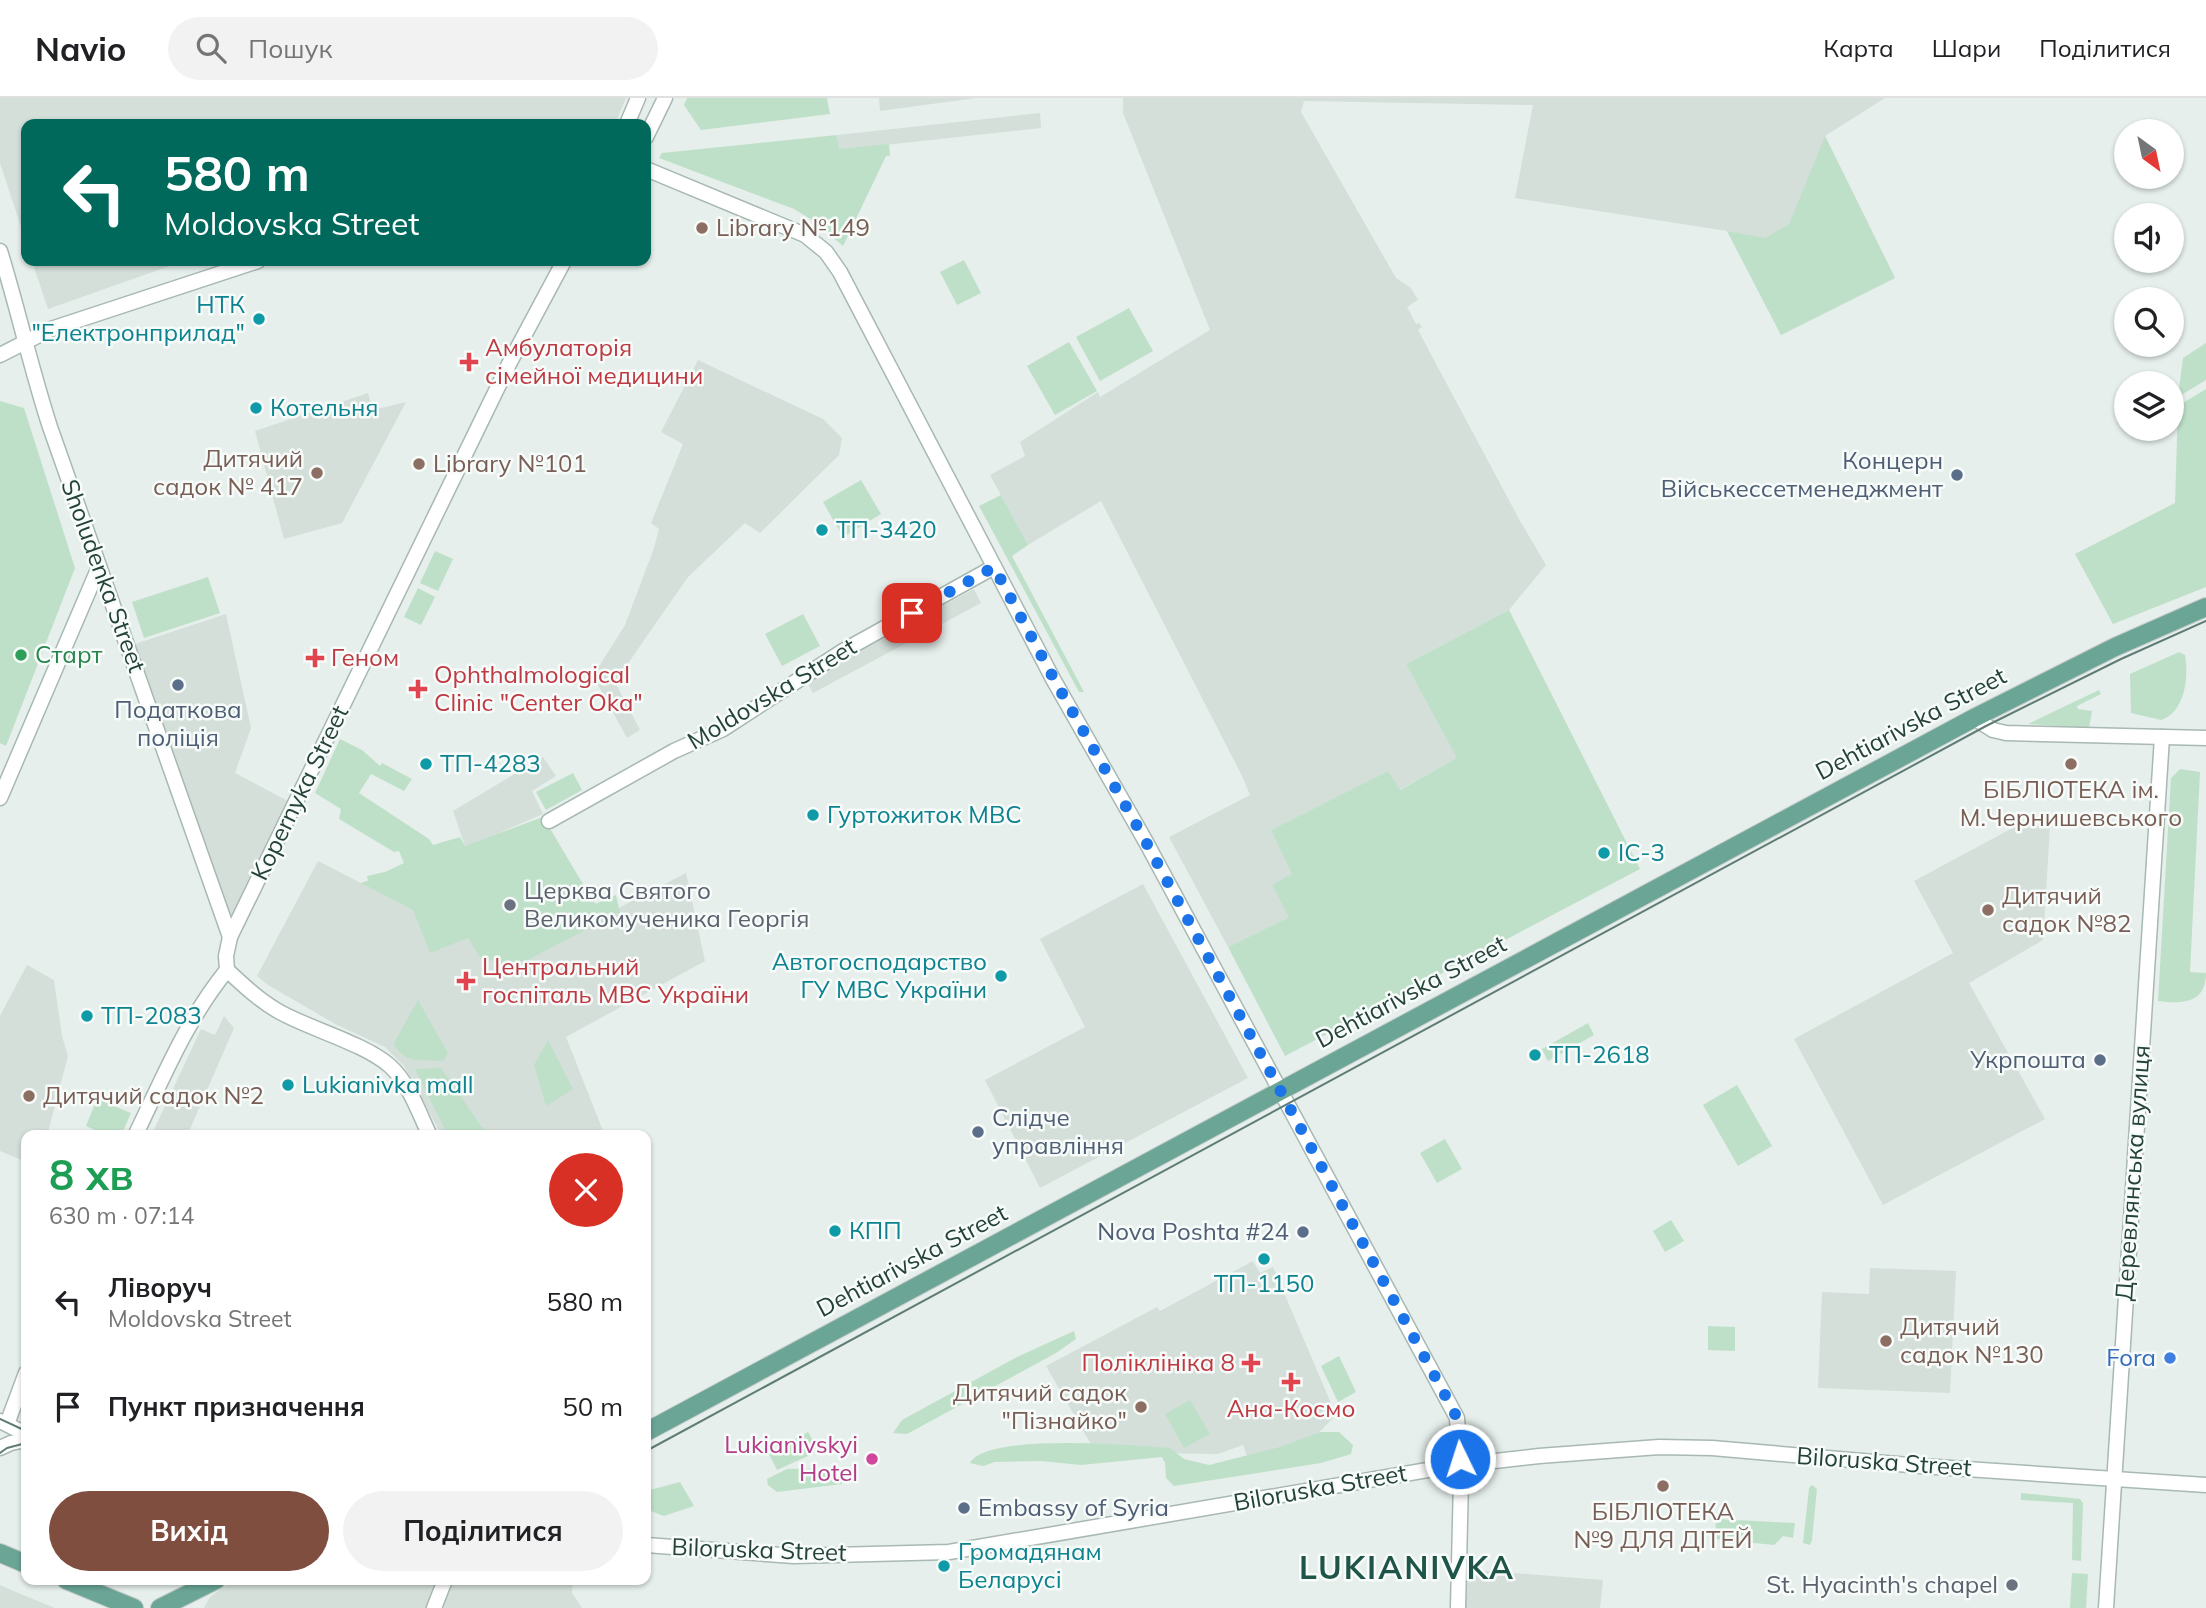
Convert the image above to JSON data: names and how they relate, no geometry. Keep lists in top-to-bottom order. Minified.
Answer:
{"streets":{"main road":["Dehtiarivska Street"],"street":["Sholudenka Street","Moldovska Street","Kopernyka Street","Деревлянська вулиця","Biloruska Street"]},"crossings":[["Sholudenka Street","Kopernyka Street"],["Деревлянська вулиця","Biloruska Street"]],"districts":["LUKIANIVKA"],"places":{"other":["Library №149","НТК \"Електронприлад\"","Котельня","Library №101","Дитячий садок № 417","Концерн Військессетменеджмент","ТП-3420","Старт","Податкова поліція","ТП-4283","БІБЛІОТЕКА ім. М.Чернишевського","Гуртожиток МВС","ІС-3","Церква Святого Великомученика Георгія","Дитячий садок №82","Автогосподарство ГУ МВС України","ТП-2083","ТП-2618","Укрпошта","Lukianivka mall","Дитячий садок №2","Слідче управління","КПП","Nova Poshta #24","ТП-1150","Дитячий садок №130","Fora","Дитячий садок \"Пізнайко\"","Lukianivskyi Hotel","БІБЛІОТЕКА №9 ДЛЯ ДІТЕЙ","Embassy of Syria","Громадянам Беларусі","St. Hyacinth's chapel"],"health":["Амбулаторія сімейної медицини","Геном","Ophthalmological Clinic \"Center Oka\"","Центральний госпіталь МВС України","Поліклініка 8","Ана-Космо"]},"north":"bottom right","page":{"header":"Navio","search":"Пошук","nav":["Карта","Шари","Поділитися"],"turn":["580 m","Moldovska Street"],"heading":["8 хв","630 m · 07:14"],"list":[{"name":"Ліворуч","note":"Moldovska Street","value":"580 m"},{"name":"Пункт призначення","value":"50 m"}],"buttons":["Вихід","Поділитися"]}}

• _Task goal_: From the first line to the last, copy the listing above exactly, dropping all images.

• _Response_:
Convert the image above to JSON data: names and how they relate, no geometry. Keep lists in top-to-bottom order. Minified.
Answer:
{"streets":{"main road":["Dehtiarivska Street"],"street":["Sholudenka Street","Moldovska Street","Kopernyka Street","Деревлянська вулиця","Biloruska Street"]},"crossings":[["Sholudenka Street","Kopernyka Street"],["Деревлянська вулиця","Biloruska Street"]],"districts":["LUKIANIVKA"],"places":{"other":["Library №149","НТК \"Електронприлад\"","Котельня","Library №101","Дитячий садок № 417","Концерн Військессетменеджмент","ТП-3420","Старт","Податкова поліція","ТП-4283","БІБЛІОТЕКА ім. М.Чернишевського","Гуртожиток МВС","ІС-3","Церква Святого Великомученика Георгія","Дитячий садок №82","Автогосподарство ГУ МВС України","ТП-2083","ТП-2618","Укрпошта","Lukianivka mall","Дитячий садок №2","Слідче управління","КПП","Nova Poshta #24","ТП-1150","Дитячий садок №130","Fora","Дитячий садок \"Пізнайко\"","Lukianivskyi Hotel","БІБЛІОТЕКА №9 ДЛЯ ДІТЕЙ","Embassy of Syria","Громадянам Беларусі","St. Hyacinth's chapel"],"health":["Амбулаторія сімейної медицини","Геном","Ophthalmological Clinic \"Center Oka\"","Центральний госпіталь МВС України","Поліклініка 8","Ана-Космо"]},"north":"bottom right","page":{"header":"Navio","search":"Пошук","nav":["Карта","Шари","Поділитися"],"turn":["580 m","Moldovska Street"],"heading":["8 хв","630 m · 07:14"],"list":[{"name":"Ліворуч","note":"Moldovska Street","value":"580 m"},{"name":"Пункт призначення","value":"50 m"}],"buttons":["Вихід","Поділитися"]}}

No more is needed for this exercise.